Although there are several thrombolytic agents available, none have been studied in children. The drug used most in pediatrics is alteplase, a recombinant tissue plasminogen activator (rtPA).29 Alteplase has a short half-life (3-5 minutes) and can be administered systemically or at the site of thrombosis. Dosing regimens of rtPA for systemic thrombolysis vary widely.30 In general, published reports include “low-dose” infusions (0.01-0.06 mg/kg/h) for 6 to 72 hours or “high-dose” infusion (0.1-0.6 mg/kg/h) for 2 to 6 hours, repeated if needed.29 Use of adjuvant UFH during systemic thrombolysis also varies.30 Although there is no “therapeutic range” for thrombolysis, laboratory monitoring (complete blood count, prothrombin time, partial thromboplastin time, fibrinogen, D-dimer) every 6 to 12 hours during systemic thrombolysis is recommended to assess for risk of bleeding and thrombolytic response.29 In neonates, baseline and follow-up head ultrasound should be performed to assess for intracranial hemorrhage. Patients should be monitored closely for clinical improvement as well as for bleeding in an intensive care unit, with a multidisciplinary team that includes the intensivist, hematologist, and radiologist. Site-directed endovascular rtPA requires an experienced pediatric interventionalist (radiologist or cardiologist), but may be preferred over systemic rtPA when feasible because it may shorten the duration of therapy and therefore reduce the risk of bleeding.

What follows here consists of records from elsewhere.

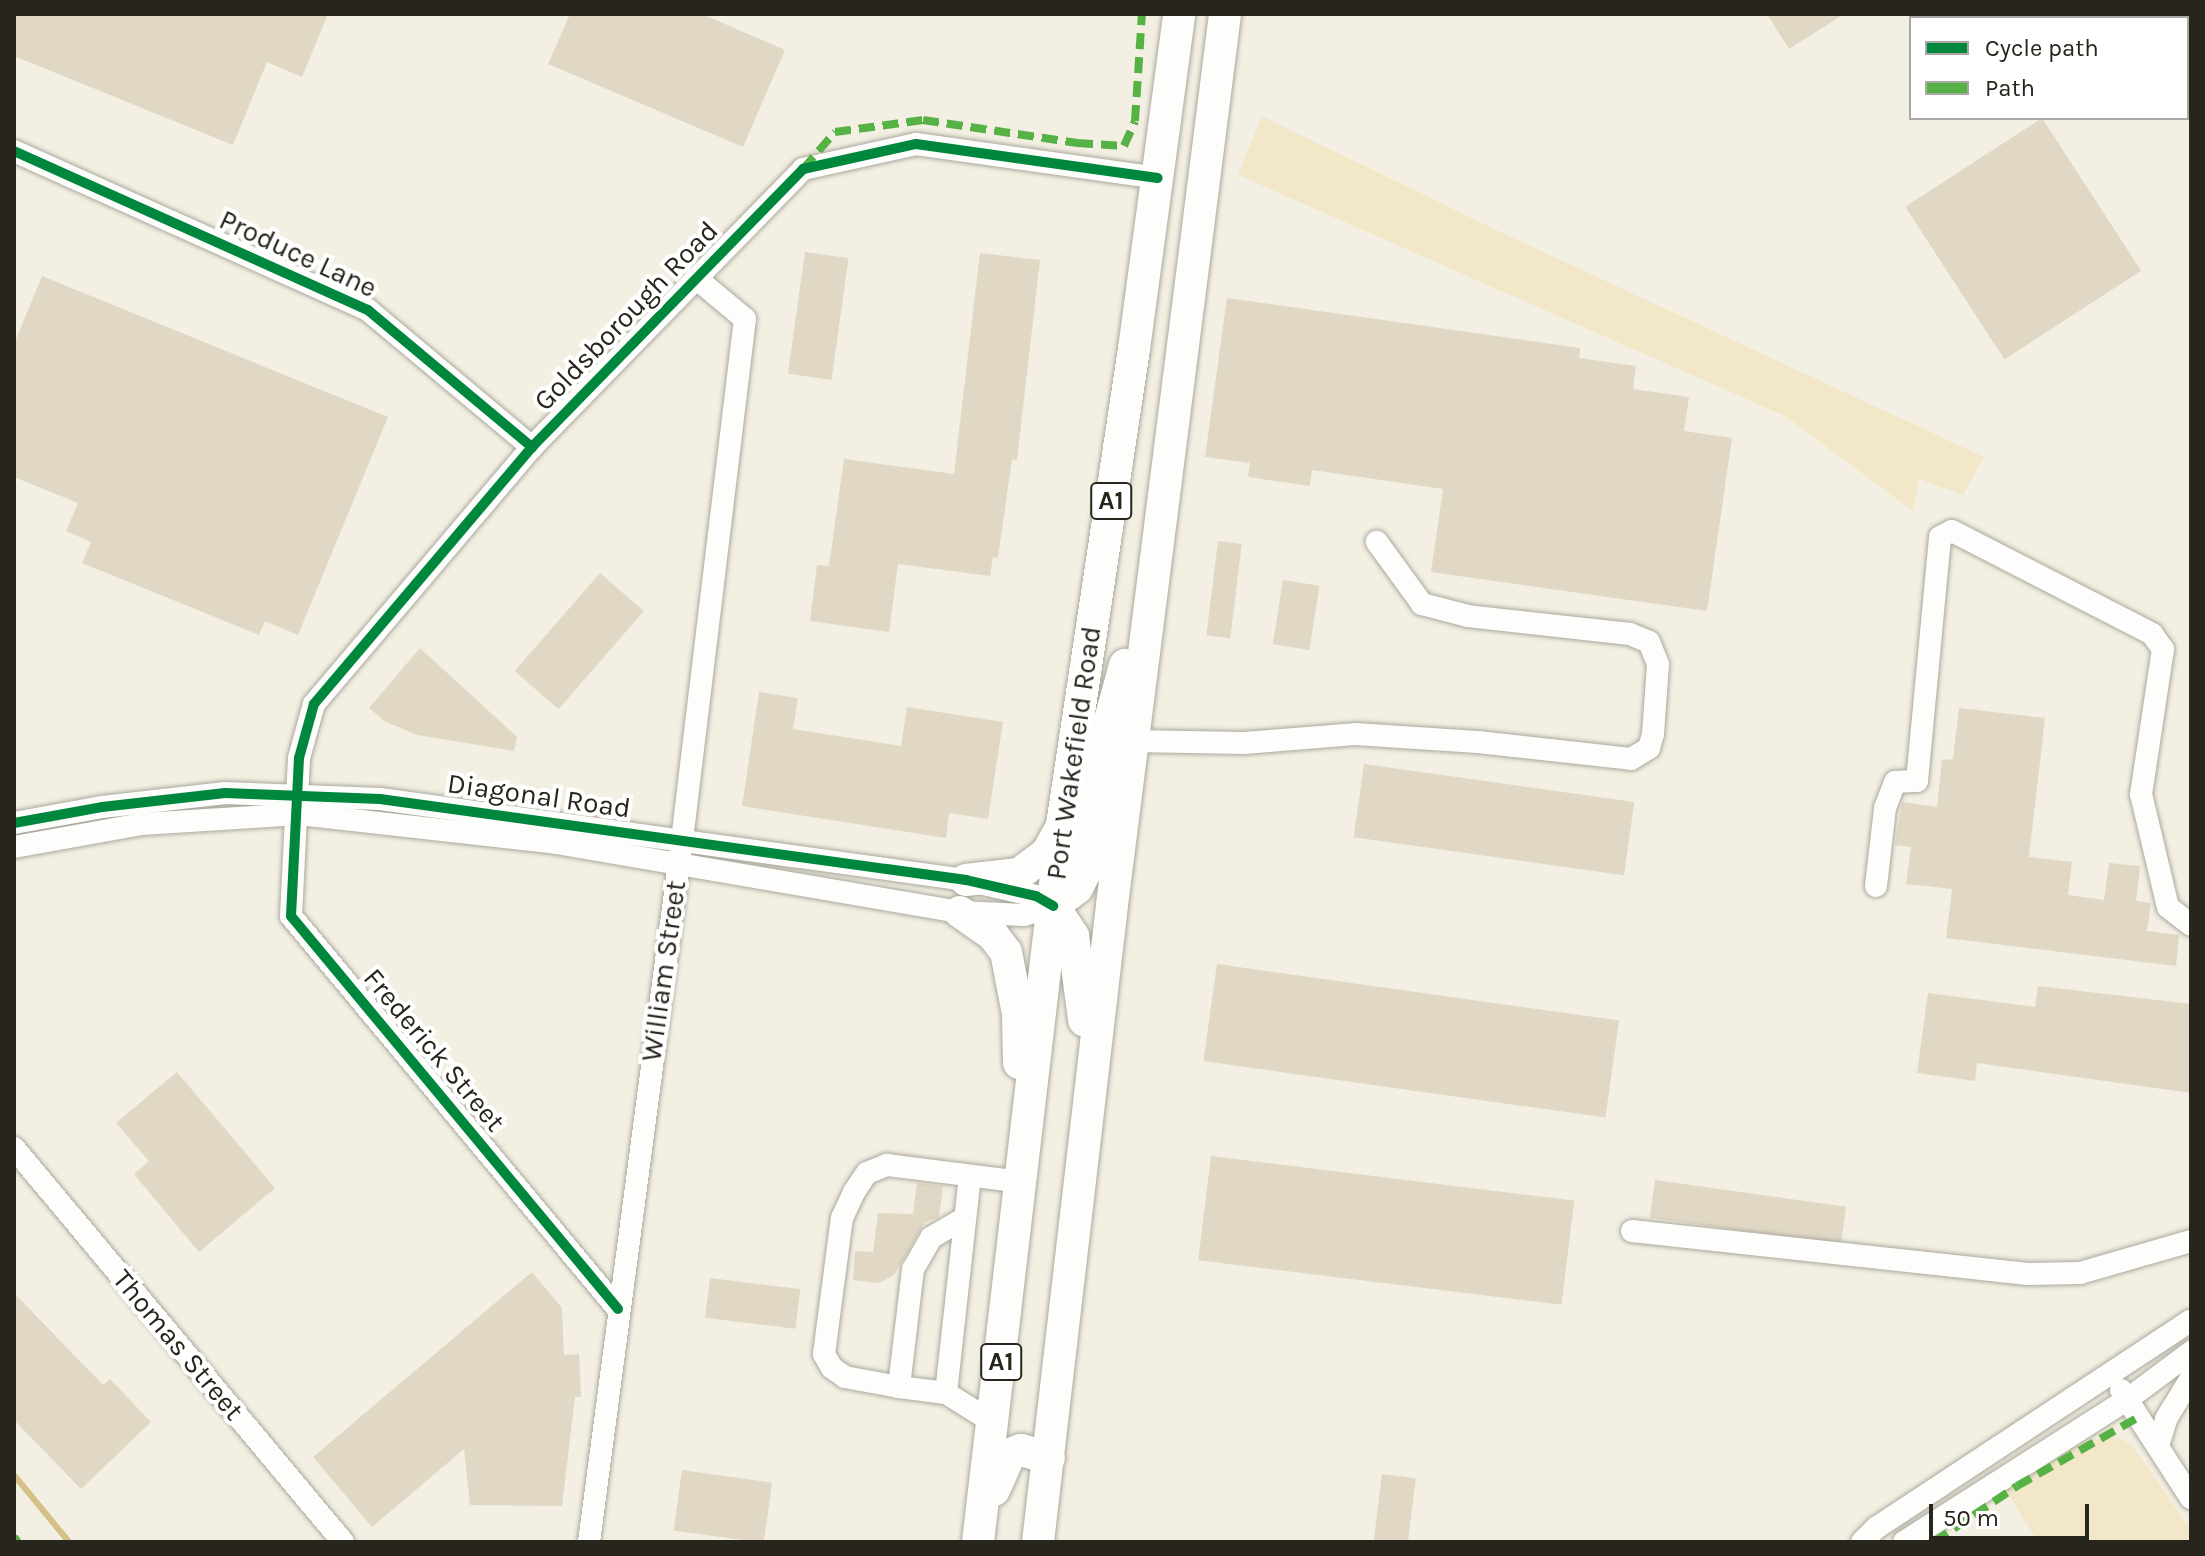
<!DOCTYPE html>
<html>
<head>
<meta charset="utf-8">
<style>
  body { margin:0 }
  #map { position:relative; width:2205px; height:1556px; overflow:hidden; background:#f3efe2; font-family:Karla,sans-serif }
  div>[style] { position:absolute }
  .green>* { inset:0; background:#f2e8c9 }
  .stream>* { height:6px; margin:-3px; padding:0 3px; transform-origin:3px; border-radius:3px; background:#d4c186 }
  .building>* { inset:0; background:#e0d8c4; transform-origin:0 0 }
  .roads { filter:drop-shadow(0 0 2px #aba89e) drop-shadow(0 0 2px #aba89e) }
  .minor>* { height:22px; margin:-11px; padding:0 11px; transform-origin:11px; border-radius:11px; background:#fdfdfb }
  .highway>* { height:32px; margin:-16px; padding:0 16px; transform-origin:16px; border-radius:16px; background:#fdfdfb }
  .quiet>* { height:8px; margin-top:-4px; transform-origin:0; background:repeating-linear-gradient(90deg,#56b245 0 16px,transparent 0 24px) }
  .cycleway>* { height:10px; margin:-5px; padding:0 5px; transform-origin:5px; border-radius:5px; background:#00873e }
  span { translate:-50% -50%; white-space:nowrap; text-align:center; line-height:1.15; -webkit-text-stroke:8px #fff; paint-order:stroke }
  .shield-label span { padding:2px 6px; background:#fff; border:2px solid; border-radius:6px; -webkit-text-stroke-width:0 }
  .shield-label { font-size:26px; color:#28251c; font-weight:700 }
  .street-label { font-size:28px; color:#28251c }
  .frame { position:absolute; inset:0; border:16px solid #28251c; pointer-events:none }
  .legend { position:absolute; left:1909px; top:16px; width:280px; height:104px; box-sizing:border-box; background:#fff; border:2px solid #a9a8a4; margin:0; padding:10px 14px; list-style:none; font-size:24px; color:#28251c }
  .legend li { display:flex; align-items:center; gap:16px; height:40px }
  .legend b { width:40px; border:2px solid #a9a8a4 }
  .scale { position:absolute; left:1929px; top:1504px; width:160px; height:36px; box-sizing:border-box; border:4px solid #28251c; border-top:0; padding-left:10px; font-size:24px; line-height:28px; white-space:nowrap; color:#28251c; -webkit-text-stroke:6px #fff; paint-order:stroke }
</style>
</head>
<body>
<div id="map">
  <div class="green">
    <div style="clip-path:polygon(1262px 116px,1494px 229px,1984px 457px,1963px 495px,1919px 479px,1913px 511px,1785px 416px,1238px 175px)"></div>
    <div style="clip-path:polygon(2103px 1437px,2118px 1438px,2132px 1445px,2191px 1530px,2191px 1542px,2038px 1542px,2005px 1489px,2079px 1443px)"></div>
  </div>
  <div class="stream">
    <div style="left:14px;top:1475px;width:87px;rotate:50.6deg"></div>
  </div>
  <div class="building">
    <div style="clip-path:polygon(14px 14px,328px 14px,302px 77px,267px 62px,233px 145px,14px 56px)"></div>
    <div style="clip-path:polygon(570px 14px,702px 14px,785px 50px,743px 147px,548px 64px)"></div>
    <div style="clip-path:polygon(1767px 14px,1844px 14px,1789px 49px)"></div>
    <div style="left:2042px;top:118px;width:182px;height:163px;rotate:57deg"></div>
    <div style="left:805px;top:252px;width:44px;height:123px;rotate:8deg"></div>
    <div style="clip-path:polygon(980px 253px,1040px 260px,1017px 460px,1012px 459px,998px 558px,993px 557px,990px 576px,898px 564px,889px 632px,810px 621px,817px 565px,829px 566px,844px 459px,954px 474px)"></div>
    <div style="clip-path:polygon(42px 276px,388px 417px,298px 635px,265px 621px,259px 635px,82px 563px,91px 542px,66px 531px,78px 503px,14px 477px,14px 344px)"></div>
    <div style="clip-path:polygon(1227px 298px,1580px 348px,1579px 358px,1636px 366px,1633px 389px,1689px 397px,1684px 431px,1732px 438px,1707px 611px,1431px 572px,1443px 489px,1312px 470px,1310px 486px,1248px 477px,1250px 463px,1205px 457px)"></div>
    <div style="left:1218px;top:541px;width:24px;height:95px;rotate:7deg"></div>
    <div style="left:600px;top:573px;width:58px;height:130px;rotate:41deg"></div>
    <div style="left:1283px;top:580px;width:37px;height:65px;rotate:9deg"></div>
    <div style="clip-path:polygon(420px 648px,517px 737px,514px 751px,417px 735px,386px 722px,369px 708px)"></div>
    <div style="clip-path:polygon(759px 692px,798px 698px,793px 729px,901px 746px,907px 707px,1003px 722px,988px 819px,949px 813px,946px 838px,742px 806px)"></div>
    <div style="clip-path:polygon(1959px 708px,2045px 718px,2029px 857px,2072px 862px,2068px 895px,2104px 900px,2109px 863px,2140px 866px,2136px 901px,2151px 903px,2147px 931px,2179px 935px,2176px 966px,1946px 938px,1952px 889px,1906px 884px,1911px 847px,1895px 845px,1902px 802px,1937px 807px,1942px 760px,1953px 759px)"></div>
    <div style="left:1364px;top:764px;width:273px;height:74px;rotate:8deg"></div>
    <div style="left:1217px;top:964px;width:406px;height:98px;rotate:8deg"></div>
    <div style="clip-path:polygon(2038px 986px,2191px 1004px,2191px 1093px,1977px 1063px,1975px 1081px,1917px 1073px,1928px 993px,2035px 1007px)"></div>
    <div style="clip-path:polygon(177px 1072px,275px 1188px,199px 1252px,134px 1174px,149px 1161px,116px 1123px)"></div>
    <div style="left:1211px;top:1156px;width:366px;height:105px;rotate:7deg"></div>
    <div style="left:1655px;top:1180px;width:193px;height:38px;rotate:8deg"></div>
    <div style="clip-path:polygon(917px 1183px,943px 1186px,939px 1217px,925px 1222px,894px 1275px,879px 1283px,853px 1280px,855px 1251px,873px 1252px,878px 1213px,913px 1214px)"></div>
    <div style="clip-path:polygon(532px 1272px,562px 1308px,564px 1355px,579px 1354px,581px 1397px,575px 1397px,562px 1506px,470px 1505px,464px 1449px,372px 1527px,313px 1457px)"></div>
    <div style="left:710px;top:1278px;width:91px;height:40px;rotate:7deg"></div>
    <div style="clip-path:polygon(14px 1293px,103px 1385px,110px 1379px,151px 1422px,81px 1489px,14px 1420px)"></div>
    <div style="left:682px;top:1470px;width:91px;height:61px;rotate:8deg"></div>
    <div style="left:1382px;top:1474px;width:34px;height:68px;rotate:7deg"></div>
  </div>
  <div class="roads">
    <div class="minor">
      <div style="left:14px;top:151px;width:388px;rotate:24.2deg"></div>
      <div style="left:368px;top:310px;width:214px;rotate:39.9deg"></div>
      <div style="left:1132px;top:741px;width:112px;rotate:1deg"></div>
      <div style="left:1244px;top:743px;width:111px;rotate:-4.6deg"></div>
      <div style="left:1355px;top:734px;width:123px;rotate:3.7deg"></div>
      <div style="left:1478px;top:742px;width:154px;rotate:6.3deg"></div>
      <div style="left:1631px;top:759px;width:21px;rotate:-31deg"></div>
      <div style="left:1649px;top:748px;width:15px;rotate:-74deg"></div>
      <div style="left:1653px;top:734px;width:70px;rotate:-85.9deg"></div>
      <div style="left:1658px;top:664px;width:24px;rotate:-112deg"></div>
      <div style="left:1649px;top:642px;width:21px;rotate:-157deg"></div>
      <div style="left:1630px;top:634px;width:163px;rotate:-173.7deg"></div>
      <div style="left:1468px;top:616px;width:48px;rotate:-165.4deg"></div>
      <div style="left:1422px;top:604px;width:77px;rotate:-126deg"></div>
      <div style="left:14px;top:823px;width:89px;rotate:-10.3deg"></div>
      <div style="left:102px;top:807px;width:124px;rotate:-6.5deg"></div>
      <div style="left:225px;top:793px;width:155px;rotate:2.2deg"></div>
      <div style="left:380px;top:799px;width:592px;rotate:7.87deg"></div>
      <div style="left:966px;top:880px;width:72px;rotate:12.9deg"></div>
      <div style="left:1036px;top:896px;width:20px;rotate:30deg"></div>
      <div style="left:14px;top:847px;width:130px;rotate:-10.2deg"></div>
      <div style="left:142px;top:824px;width:157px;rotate:-3.6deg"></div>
      <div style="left:299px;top:814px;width:259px;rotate:6.4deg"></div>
      <div style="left:556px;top:843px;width:410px;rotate:9.7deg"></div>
      <div style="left:960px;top:912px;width:64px;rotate:2.7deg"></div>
      <div style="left:1024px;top:915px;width:30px;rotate:-17deg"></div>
      <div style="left:1876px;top:886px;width:79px;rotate:-83.4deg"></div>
      <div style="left:1885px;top:808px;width:28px;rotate:-69deg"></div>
      <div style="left:1895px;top:782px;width:22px;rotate:-3deg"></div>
      <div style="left:1917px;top:781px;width:245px;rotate:-84.6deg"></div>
      <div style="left:1940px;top:537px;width:13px;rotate:-27deg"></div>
      <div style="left:1952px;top:531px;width:225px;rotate:27.2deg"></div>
      <div style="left:2152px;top:634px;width:19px;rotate:54deg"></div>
      <div style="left:2163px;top:649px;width:147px;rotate:98.6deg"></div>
      <div style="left:2141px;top:794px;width:116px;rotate:76.6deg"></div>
      <div style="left:2168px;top:907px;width:29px;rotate:38deg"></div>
      <div style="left:14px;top:1148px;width:513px;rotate:50.14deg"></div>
      <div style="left:965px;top:1218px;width:39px;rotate:150deg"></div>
      <div style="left:931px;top:1238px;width:36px;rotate:120deg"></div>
      <div style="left:913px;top:1269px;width:119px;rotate:96.8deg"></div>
      <div style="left:899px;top:1387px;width:47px;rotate:7.3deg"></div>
      <div style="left:946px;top:1393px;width:57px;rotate:32deg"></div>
      <div style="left:1632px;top:1231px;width:398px;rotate:6.2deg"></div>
      <div style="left:2028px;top:1274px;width:52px;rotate:-1.1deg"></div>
      <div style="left:2080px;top:1273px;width:116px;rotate:-16.1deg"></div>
      <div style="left:618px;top:1309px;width:511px;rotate:-129.76deg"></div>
      <div style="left:291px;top:916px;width:158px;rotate:-87.1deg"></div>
      <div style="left:299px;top:758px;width:56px;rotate:-74.5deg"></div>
      <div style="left:314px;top:704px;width:337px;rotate:-49.7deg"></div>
      <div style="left:532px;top:447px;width:388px;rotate:-45.7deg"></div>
      <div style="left:803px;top:169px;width:116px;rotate:-12.5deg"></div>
      <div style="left:916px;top:144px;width:244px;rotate:8deg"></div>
      <div style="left:899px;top:1387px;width:55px;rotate:-169.5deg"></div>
      <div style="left:845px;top:1377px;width:16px;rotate:-145deg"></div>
      <div style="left:832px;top:1368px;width:16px;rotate:-120deg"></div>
      <div style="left:824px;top:1354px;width:137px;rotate:-82.5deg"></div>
      <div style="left:842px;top:1218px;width:29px;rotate:-65deg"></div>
      <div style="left:854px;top:1192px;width:23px;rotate:-56deg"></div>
      <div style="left:867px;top:1173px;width:22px;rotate:-22deg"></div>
      <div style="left:887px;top:1165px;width:136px;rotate:7.2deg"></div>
      <div style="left:2121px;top:1390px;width:129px;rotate:57.1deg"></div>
      <div style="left:946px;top:1393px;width:218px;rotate:-83.7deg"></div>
      <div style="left:2158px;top:1446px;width:28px;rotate:-73deg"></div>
      <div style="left:2166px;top:1419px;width:48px;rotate:-58.6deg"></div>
      <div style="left:589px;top:1542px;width:708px;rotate:-82.45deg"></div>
      <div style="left:682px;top:840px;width:525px;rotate:-83.11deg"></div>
      <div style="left:745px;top:319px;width:64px;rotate:-140.1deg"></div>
      <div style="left:1862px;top:1542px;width:20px;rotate:-45deg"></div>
      <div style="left:1876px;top:1528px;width:377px;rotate:-33.4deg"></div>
      <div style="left:1904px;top:1542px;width:266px;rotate:-32.6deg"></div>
      <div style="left:2128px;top:1399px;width:79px;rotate:-36.7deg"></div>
    </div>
    <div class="highway">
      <div style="left:966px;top:880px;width:53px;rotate:-6.5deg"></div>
      <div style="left:1019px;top:874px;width:35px;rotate:-37deg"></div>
      <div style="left:1047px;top:853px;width:29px;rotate:-61deg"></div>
      <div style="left:1053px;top:906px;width:30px;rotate:-37deg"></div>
      <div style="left:1077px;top:888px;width:27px;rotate:-63deg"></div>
      <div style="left:1089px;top:864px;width:123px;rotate:-83deg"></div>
      <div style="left:1104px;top:742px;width:80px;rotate:-74.7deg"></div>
      <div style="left:1053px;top:906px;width:36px;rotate:56deg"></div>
      <div style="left:1073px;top:936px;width:85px;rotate:82.5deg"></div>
      <div style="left:960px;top:912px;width:40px;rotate:34.9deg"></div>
      <div style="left:993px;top:935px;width:21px;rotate:53deg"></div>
      <div style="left:1006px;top:952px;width:63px;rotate:79deg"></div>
      <div style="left:1018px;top:1014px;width:49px;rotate:88.8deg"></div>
      <div style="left:994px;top:1490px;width:39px;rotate:-66deg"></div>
      <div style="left:1010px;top:1454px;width:12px;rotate:-20deg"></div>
      <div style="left:1021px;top:1450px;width:29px;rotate:16deg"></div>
      <div style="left:978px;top:1542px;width:722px;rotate:-83.32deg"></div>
      <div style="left:1062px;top:825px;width:481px;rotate:-81.4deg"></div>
      <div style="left:1134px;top:349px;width:338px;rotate:-82.3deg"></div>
      <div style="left:1038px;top:1542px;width:641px;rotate:-83.37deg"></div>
      <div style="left:1112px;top:905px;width:898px;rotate:-82.77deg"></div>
    </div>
  </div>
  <div class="quiet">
    <div style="left:803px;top:169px;width:49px;rotate:-49.1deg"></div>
    <div style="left:835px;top:132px;width:89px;rotate:-7.8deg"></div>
    <div style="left:923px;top:120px;width:156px;rotate:8.5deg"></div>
    <div style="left:1077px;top:143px;width:47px;rotate:3.7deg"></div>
    <div style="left:1124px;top:146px;width:27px;rotate:-66deg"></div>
    <div style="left:1135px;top:121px;width:107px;rotate:-86.3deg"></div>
    <div style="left:14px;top:1537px;width:6px;rotate:51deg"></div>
    <div style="left:1934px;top:1542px;width:100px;rotate:-34deg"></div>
    <div style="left:2017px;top:1486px;width:140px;rotate:-29.5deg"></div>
  </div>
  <div class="cycleway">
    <div style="left:14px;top:151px;width:388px;rotate:24.2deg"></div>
    <div style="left:368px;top:310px;width:214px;rotate:39.9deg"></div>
    <div style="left:14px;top:823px;width:89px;rotate:-10.3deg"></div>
    <div style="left:102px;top:807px;width:124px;rotate:-6.5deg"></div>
    <div style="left:225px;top:793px;width:155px;rotate:2.2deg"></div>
    <div style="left:380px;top:799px;width:592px;rotate:7.87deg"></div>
    <div style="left:966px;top:880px;width:72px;rotate:12.9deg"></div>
    <div style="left:1036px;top:896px;width:20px;rotate:30deg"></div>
    <div style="left:618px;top:1309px;width:511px;rotate:-129.76deg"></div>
    <div style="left:291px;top:916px;width:158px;rotate:-87.1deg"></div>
    <div style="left:299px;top:758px;width:56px;rotate:-74.5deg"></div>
    <div style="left:314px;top:704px;width:337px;rotate:-49.7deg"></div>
    <div style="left:532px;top:447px;width:388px;rotate:-45.7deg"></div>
    <div style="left:803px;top:169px;width:116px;rotate:-12.5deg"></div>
    <div style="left:916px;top:144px;width:244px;rotate:8deg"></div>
  </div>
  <div class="shield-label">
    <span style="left:1111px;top:501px">A1</span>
    <span style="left:1001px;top:1362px">A1</span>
  </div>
  <div class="street-label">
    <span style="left:298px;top:254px;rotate:25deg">Produce Lane</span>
    <span style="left:626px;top:316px;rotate:-46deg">Goldsborough Road</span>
    <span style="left:1074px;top:753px;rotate:-82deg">Port Wakefield Road</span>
    <span style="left:539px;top:796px;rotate:8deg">Diagonal Road</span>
    <span style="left:664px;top:971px;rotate:-82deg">William Street</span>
    <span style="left:434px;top:1050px;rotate:50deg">Frederick Street</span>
    <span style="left:178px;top:1345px;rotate:50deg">Thomas Street</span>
  </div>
  <div class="frame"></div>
  <ul class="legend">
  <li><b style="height:10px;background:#00873e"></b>Cycle path</li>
  <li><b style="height:10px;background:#56b245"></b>Path</li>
  </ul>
  <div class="scale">50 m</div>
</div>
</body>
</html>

Although the ASH pediatric guidelines recommend against routine thrombolysis for VTE, the guideline panel acknowledged that there may be individuals that would benefit.2 Catheter-directed thrombolysis did not improve rates of PTS in a randomized trial of adults with DVT involving the iliac or common femoral veins.31 However, in a subset of patients with iliofemoral DVT, there was a significant reduction in the severity of PTS.32 Therefore, thrombolysis may be reasonable to consider in an otherwise healthy adolescent with occlusive iliofemoral vein thrombosis and severe symptoms in attempt to reduce the risk of severity of PTS, which occurs in nearly 30% of patients.33 In addition, patients with severe thrombotic symptoms related to anatomic risk factors for thrombosis may benefit more aggressive therapy.
Bleeding complications
Bleeding is the most relevant risk of anticoagulation, and pediatric data are limited and affected by confounding by indication. Reported bleeding rates for UFH range from 1.5% to 24%.1 This wide range likely reflects the variation in the patient population studied as well as the fact that UFH is commonly reserved for use in the highest risk patients. LMWH has reported bleeding rates ranging from 0.8% to 5.6%.1 Reported major bleeding rates with warfarin are variable based on indication and study type, with a range of 0.5% to 12.2%.34-36 Antiplatelet medications should be avoided secondary to an increased risk of bleeding. For menstruating females, attention should be paid to the development of abnormal uterine bleeding.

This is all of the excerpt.